Task to complete >>
Each line of the entries below that holds "Give" is needed, copied in full.

Recorded data >>

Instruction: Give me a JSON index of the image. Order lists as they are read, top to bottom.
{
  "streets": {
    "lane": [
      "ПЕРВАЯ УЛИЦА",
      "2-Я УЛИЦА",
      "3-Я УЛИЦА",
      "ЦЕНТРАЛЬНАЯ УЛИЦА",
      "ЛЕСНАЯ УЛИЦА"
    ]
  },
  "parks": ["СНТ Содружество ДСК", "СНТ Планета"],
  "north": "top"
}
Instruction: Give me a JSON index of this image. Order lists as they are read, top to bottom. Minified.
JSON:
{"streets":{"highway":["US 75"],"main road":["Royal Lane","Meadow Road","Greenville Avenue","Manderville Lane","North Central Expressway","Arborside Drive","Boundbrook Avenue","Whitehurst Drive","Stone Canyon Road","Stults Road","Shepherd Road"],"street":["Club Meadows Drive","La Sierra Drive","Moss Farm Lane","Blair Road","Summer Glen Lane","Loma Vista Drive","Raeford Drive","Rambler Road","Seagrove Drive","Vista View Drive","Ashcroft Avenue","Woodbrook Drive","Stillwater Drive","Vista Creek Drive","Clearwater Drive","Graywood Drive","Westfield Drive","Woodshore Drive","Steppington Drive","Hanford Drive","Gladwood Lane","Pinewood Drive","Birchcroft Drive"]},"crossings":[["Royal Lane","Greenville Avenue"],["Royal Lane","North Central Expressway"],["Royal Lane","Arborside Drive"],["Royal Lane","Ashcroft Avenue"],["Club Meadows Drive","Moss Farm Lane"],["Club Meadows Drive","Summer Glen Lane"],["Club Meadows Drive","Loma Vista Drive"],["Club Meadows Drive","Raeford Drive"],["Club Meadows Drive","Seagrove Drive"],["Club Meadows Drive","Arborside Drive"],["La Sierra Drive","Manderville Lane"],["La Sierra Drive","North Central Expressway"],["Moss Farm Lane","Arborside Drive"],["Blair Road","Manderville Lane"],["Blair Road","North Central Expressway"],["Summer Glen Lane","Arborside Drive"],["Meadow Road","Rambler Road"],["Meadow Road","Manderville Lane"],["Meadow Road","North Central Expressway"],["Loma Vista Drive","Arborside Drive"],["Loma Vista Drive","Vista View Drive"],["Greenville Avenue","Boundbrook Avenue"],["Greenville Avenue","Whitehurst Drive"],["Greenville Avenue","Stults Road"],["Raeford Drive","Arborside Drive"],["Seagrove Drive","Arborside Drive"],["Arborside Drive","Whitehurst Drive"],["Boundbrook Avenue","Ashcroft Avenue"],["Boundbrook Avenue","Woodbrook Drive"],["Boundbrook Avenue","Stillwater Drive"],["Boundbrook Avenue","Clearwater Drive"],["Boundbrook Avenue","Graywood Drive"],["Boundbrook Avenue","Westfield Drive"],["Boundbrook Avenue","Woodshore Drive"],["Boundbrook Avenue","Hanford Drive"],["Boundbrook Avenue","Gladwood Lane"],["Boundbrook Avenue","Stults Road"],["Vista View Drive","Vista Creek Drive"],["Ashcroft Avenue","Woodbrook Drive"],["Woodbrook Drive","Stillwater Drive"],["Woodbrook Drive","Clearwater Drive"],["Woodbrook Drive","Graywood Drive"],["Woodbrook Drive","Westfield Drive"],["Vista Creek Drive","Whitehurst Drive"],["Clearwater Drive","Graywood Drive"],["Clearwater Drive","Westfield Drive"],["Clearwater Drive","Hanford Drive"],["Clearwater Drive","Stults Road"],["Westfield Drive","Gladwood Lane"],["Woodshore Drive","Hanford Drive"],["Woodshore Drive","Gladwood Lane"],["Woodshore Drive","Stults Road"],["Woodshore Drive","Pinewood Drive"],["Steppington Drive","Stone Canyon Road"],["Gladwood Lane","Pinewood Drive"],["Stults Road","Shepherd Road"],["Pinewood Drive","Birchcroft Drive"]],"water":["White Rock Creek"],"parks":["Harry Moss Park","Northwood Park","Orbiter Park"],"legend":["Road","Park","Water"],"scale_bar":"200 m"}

Output for this task >>
Instruction: Give me a JSON index of the image. Order lists as they are read, top to bottom.
Instruction: Give me a JSON index of this image. Order lists as they are read, top to bottom. Minified.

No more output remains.